[Stored items]
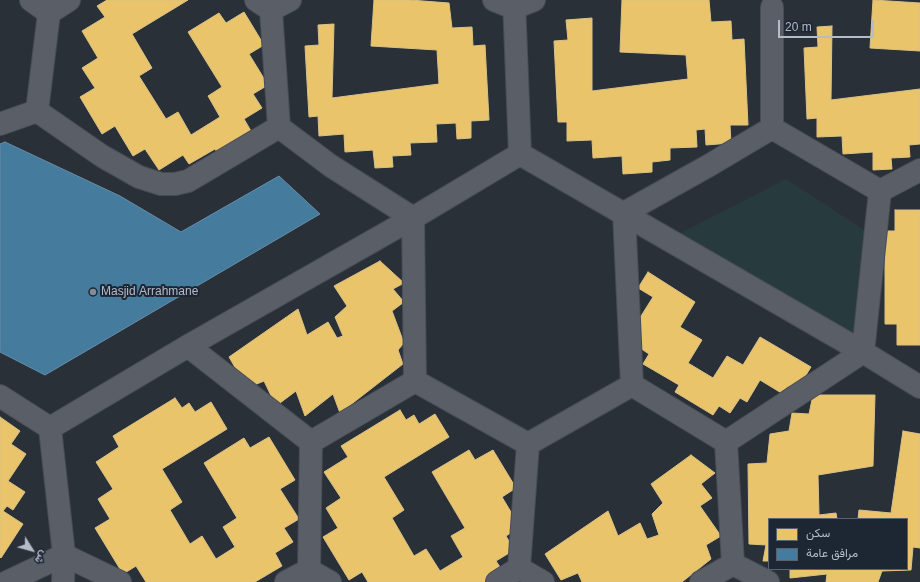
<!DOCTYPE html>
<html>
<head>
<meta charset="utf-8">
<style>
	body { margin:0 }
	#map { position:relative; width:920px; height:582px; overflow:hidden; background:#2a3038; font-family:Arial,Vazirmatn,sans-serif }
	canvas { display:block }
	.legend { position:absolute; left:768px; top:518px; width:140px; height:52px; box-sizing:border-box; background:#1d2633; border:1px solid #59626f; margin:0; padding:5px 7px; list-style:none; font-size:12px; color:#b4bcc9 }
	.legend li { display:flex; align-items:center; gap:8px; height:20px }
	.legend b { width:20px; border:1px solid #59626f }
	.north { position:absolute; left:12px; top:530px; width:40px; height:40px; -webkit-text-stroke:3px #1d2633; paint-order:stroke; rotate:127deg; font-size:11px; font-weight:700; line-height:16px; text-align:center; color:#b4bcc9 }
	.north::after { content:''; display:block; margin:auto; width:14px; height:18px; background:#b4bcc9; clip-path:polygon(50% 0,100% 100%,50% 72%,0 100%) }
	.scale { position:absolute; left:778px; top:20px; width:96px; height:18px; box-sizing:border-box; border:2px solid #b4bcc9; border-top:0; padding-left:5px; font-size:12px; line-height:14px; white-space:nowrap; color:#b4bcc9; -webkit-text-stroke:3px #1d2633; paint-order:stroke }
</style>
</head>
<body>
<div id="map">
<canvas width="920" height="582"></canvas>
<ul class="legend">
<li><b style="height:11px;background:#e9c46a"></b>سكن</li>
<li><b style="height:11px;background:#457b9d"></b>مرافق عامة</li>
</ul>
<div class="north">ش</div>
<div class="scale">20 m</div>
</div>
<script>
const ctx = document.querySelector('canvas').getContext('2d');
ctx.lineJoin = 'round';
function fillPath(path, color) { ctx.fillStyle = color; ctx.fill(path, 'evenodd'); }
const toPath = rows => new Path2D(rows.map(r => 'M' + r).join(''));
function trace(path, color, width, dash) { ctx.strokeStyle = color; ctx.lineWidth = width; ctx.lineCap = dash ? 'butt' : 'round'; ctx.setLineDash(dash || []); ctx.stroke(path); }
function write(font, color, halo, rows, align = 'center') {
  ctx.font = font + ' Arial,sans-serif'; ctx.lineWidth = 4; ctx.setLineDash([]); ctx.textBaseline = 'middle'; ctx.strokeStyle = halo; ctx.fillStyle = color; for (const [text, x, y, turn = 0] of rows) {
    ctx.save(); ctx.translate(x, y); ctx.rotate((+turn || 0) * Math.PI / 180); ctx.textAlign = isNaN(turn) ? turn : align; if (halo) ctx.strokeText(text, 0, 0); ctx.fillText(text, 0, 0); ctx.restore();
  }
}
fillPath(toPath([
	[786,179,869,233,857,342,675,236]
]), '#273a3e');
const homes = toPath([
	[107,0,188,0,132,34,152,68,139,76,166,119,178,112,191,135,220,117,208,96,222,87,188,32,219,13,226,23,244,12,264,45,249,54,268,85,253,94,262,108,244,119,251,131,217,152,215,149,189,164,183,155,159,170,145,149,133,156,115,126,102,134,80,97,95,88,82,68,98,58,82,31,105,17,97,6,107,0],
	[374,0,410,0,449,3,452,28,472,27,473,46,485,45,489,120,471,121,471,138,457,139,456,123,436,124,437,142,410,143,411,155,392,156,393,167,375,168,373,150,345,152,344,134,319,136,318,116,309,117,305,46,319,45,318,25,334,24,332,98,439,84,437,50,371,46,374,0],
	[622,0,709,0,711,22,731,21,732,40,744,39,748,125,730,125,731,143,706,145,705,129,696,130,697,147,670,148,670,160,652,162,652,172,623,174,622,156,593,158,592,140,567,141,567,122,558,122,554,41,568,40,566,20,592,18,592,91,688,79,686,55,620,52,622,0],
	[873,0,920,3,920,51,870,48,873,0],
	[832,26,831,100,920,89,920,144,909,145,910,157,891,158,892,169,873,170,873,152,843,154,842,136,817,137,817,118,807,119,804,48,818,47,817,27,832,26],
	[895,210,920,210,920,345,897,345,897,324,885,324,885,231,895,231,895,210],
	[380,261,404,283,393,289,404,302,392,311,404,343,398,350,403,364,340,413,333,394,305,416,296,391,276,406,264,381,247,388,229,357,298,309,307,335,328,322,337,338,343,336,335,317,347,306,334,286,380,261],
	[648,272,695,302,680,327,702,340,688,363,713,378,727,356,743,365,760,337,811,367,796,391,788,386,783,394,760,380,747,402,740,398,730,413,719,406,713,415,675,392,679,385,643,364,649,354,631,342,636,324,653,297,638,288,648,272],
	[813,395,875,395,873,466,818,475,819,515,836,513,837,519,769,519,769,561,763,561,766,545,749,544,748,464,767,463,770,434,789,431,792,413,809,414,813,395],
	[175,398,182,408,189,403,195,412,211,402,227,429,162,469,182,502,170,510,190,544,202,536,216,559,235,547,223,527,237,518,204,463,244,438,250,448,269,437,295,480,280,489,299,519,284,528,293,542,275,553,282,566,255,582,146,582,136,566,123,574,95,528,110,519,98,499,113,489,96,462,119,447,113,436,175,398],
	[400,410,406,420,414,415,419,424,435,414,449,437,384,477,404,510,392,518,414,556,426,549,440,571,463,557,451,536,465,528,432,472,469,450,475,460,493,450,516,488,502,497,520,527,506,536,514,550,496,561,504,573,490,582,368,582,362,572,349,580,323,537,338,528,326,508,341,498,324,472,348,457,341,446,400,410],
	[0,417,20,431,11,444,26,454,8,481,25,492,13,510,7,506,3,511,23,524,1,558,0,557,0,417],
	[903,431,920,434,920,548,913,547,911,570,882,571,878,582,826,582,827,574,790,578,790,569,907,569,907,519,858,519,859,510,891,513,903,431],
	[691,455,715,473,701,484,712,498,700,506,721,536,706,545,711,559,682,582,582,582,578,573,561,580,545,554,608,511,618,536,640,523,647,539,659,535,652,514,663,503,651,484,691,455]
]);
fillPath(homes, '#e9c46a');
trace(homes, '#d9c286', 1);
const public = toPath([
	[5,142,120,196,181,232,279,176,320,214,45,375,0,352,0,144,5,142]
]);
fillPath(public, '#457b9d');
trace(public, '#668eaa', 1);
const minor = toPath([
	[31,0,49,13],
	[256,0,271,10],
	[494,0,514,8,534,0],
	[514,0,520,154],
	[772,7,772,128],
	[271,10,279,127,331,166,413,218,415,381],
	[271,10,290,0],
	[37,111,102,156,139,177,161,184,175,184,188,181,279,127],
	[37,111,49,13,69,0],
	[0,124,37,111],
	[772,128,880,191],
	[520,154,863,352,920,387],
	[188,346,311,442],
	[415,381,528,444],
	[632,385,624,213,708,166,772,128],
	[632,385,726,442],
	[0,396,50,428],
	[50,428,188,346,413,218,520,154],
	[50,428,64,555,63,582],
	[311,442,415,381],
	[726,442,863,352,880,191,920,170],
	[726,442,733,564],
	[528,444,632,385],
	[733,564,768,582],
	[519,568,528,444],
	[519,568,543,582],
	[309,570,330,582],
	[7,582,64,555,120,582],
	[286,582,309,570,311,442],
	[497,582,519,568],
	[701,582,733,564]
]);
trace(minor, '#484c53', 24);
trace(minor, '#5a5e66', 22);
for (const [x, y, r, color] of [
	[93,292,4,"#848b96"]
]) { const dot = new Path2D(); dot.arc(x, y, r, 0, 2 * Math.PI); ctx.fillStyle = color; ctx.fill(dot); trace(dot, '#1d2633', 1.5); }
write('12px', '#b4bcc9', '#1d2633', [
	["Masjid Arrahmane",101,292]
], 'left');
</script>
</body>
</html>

* [Directions for this task]:
Report the lines above that have the word "halo" in them.

* [Written reply]:
function write(font, color, halo, rows, align = 'center') {
  ctx.font = font + ' Arial,sans-serif'; ctx.lineWidth = 4; ctx.setLineDash([]); ctx.textBaseline = 'middle'; ctx.strokeStyle = halo; ctx.fillStyle = color; for (const [text, x, y, turn = 0] of rows) {
    ctx.save(); ctx.translate(x, y); ctx.rotate((+turn || 0) * Math.PI / 180); ctx.textAlign = isNaN(turn) ? turn : align; if (halo) ctx.strokeText(text, 0, 0); ctx.fillText(text, 0, 0); ctx.restore();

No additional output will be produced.